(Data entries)
_ _ _ _ _

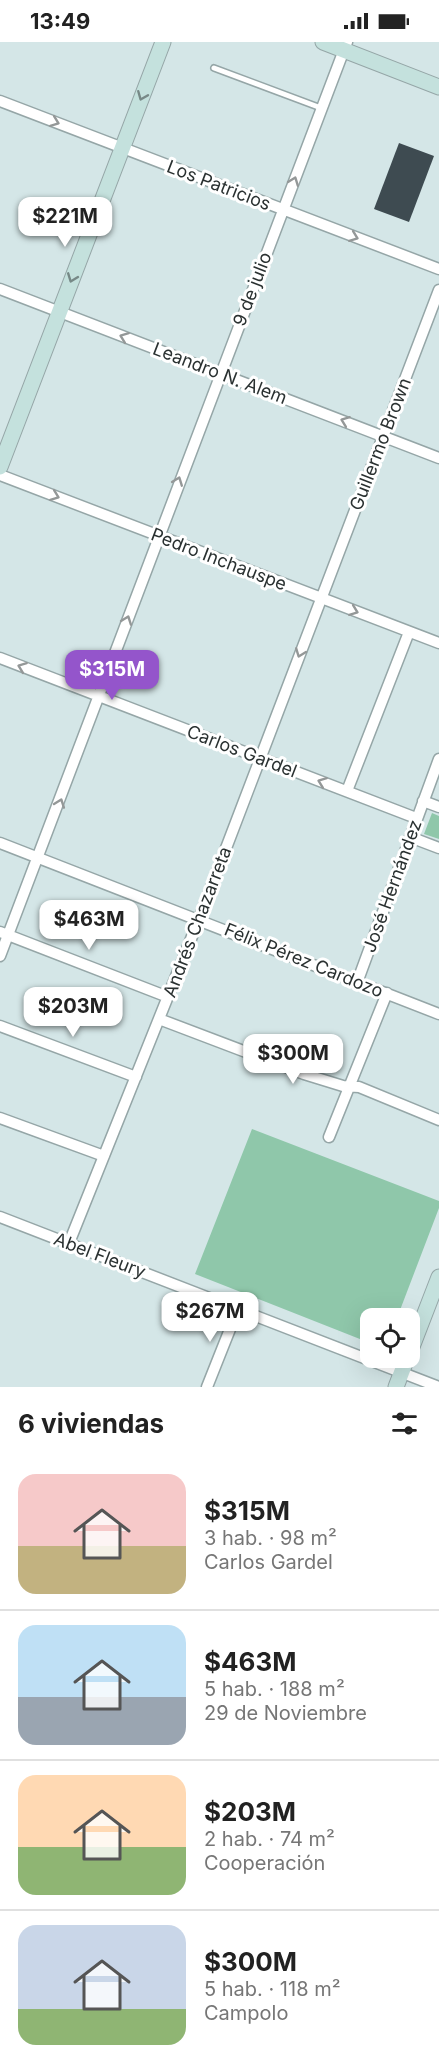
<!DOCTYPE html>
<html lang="es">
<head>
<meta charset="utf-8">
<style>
  :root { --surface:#fff; --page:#f2f2f2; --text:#222; --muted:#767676; --line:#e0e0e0; --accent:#9455cb }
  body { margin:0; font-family:Inter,sans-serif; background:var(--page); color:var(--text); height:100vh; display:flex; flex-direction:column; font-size:22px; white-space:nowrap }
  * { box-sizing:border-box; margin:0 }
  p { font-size:20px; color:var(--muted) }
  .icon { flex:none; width:33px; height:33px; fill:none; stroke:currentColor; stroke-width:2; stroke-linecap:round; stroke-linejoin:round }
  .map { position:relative; height:1345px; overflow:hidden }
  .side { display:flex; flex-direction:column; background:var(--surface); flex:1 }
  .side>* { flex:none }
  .controls { position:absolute; left:360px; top:1266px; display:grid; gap:12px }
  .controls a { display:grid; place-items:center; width:60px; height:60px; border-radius:12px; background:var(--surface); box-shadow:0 6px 24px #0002; font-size:30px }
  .price { position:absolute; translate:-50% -51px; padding:0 14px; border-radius:12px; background:#fff; color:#222; font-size:20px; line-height:39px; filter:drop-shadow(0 2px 3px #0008) }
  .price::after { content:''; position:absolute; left:50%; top:36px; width:18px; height:14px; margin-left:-9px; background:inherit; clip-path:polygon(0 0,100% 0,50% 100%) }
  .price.selected { background:var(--accent); color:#fff }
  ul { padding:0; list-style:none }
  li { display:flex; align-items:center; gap:18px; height:150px; padding:0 18px }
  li+li { border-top:2px solid var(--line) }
  li span { display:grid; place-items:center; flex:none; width:168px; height:120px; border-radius:18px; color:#555 }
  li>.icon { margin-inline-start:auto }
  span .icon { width:72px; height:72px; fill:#fffc; stroke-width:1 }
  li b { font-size:26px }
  h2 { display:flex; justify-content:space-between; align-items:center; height:72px; padding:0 18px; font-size:26px }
  .status { display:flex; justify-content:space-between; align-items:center; height:42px; padding:0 30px; background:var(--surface); direction:ltr }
  .status svg { height:16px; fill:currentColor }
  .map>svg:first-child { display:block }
</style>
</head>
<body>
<div class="status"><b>13:49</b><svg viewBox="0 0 49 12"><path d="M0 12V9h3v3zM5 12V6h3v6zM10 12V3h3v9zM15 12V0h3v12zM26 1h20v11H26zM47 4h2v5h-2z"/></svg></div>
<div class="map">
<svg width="439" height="1345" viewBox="0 0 439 1345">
  <rect width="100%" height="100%" fill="#d4e6e7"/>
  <!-- green -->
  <path fill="#8fc7aa" d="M 432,771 L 439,774 L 439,797 L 424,792 Z
    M 252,1087 L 439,1159 L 439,1166 L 397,1276 L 370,1276 L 370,1301 L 195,1232 Z"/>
  <!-- building -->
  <path fill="#3e4b51" d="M 399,101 L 434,114 L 409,180 L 374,167 Z"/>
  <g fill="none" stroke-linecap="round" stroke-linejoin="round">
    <!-- service casing -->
    <g stroke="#95a6a7" stroke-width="8">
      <path id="service" d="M 214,26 L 321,66"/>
    </g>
    <!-- minor casing -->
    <g stroke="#95a6a7" stroke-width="13">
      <path id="minor" d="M 0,59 L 439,227
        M 0,247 L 439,416
        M 0,433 L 439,601
        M 0,616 L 416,776
        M 347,749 L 409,590
        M 423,759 L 439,765
        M 410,795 L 439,806
        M 0,801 L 439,972
        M 0,890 L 168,955
        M 0,914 L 347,0
        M 358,938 L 439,717
        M 159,977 L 304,1032 L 343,1044 L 359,1045 L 439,1078
        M 0,984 L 136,1035
        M 0,1076 L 104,1114
        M 329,1095 L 387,951
        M 0,1175 L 439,1345
        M 69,1201 L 199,877 L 439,248
        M 207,1345 L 238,1267"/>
    </g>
    <!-- secondary casing -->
    <g stroke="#95a6a7" stroke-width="17">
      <path id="secondary" d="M 323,0 L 439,45
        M 0,425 L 163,0
        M 410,1310 L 439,1235
        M 396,1345 L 407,1316"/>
    </g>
    <!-- service -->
    <use href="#service" stroke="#fff" stroke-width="5"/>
    <!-- minor -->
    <use href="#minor" stroke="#fff" stroke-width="10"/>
    <!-- secondary -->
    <use href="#secondary" stroke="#c4e1dd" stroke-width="15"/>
  </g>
  <!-- one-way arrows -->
  <defs><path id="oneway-chevron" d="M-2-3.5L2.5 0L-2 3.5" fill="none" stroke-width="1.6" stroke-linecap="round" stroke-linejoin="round" transform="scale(1.5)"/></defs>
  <g stroke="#778987">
    <use href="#oneway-chevron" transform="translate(142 54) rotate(112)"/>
    <use href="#oneway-chevron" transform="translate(72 236) rotate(111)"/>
  </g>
  <g stroke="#949898">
    <use href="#oneway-chevron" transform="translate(55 80) rotate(21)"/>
    <use href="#oneway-chevron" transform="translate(294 139) rotate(-69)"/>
    <use href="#oneway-chevron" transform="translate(354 195) rotate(21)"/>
    <use href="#oneway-chevron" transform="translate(124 295) rotate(-159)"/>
    <use href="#oneway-chevron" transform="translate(345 379) rotate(-159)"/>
    <use href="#oneway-chevron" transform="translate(178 439) rotate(-69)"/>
    <use href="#oneway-chevron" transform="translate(55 454) rotate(21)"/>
    <use href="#oneway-chevron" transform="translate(354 569) rotate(21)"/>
    <use href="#oneway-chevron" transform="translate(127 578) rotate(-70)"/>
    <use href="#oneway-chevron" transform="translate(300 611) rotate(111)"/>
    <use href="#oneway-chevron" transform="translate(22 625) rotate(-159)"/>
    <use href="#oneway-chevron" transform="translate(322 740) rotate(-159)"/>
    <use href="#oneway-chevron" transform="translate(60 761) rotate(-70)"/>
  </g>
  <g text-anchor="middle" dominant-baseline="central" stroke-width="6" stroke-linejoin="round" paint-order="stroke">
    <!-- street labels -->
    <g font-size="18" fill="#2a3131" stroke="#fff">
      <text transform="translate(219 143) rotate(21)">Los Patricios</text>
      <text transform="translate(252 247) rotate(-69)">9 de julio</text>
      <text transform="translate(220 331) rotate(21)">Leandro N. Alem</text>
      <text transform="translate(380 402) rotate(-69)">Guillermo Brown</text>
      <text transform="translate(219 517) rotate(21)">Pedro Inchauspe</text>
      <text transform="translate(242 709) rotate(21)">Carlos Gardel</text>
      <text transform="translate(392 844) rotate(-70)">José Hernández</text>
      <text transform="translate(197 880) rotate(-69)">Andrés Chazarreta</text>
      <text transform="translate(304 918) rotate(22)">Félix Pérez Cardozo</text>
      <text transform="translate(100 1213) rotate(21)">Abel Fleury</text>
    </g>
  </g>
</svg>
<div class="controls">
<a><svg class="icon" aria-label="locate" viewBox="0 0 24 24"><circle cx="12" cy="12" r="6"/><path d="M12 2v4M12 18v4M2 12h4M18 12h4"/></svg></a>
</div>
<b class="price" style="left:65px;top:206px">$221M</b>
<b class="price selected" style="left:112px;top:659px">$315M</b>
<b class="price" style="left:89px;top:909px">$463M</b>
<b class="price" style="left:73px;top:996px">$203M</b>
<b class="price" style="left:293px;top:1043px">$300M</b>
<b class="price" style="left:210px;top:1301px">$267M</b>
</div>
<section class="side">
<h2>6 viviendas<svg class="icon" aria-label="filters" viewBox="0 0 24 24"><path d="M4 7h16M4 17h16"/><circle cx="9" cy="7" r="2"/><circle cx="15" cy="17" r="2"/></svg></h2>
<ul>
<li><span style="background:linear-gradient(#f6c9c9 60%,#c2b280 0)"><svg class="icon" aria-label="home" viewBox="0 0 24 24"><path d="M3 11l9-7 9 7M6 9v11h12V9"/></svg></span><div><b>$315M</b><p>3 hab. · 98 m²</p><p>Carlos Gardel</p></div></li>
<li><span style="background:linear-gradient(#bfe0f5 60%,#9aa5b1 0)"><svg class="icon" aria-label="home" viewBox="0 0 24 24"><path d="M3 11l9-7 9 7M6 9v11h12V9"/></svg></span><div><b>$463M</b><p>5 hab. · 188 m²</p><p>29 de Noviembre</p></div></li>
<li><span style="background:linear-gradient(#ffd9b3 60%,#8fb573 0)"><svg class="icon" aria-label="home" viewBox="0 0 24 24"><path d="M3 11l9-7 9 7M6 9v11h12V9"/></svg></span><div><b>$203M</b><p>2 hab. · 74 m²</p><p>Cooperación</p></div></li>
<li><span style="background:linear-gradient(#c9d6e8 70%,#8fb573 0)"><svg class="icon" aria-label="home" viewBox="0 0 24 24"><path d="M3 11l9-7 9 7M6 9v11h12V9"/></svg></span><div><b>$300M</b><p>5 hab. · 118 m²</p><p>Campolo</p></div></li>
</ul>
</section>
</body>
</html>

_ _ _ _ _

— WHAT THIS TASK INVOLVES —
From the data, pick out every line that includes "position".

— SOLUTION TO THIS PROBLEM —
  .map { position:relative; height:1345px; overflow:hidden }
  .controls { position:absolute; left:360px; top:1266px; display:grid; gap:12px }
  .price { position:absolute; translate:-50% -51px; padding:0 14px; border-radius:12px; background:#fff; color:#222; font-size:20px; line-height:39px; filter:drop-shadow(0 2px 3px #0008) }
  .price::after { content:''; position:absolute; left:50%; top:36px; width:18px; height:14px; margin-left:-9px; background:inherit; clip-path:polygon(0 0,100% 0,50% 100%) }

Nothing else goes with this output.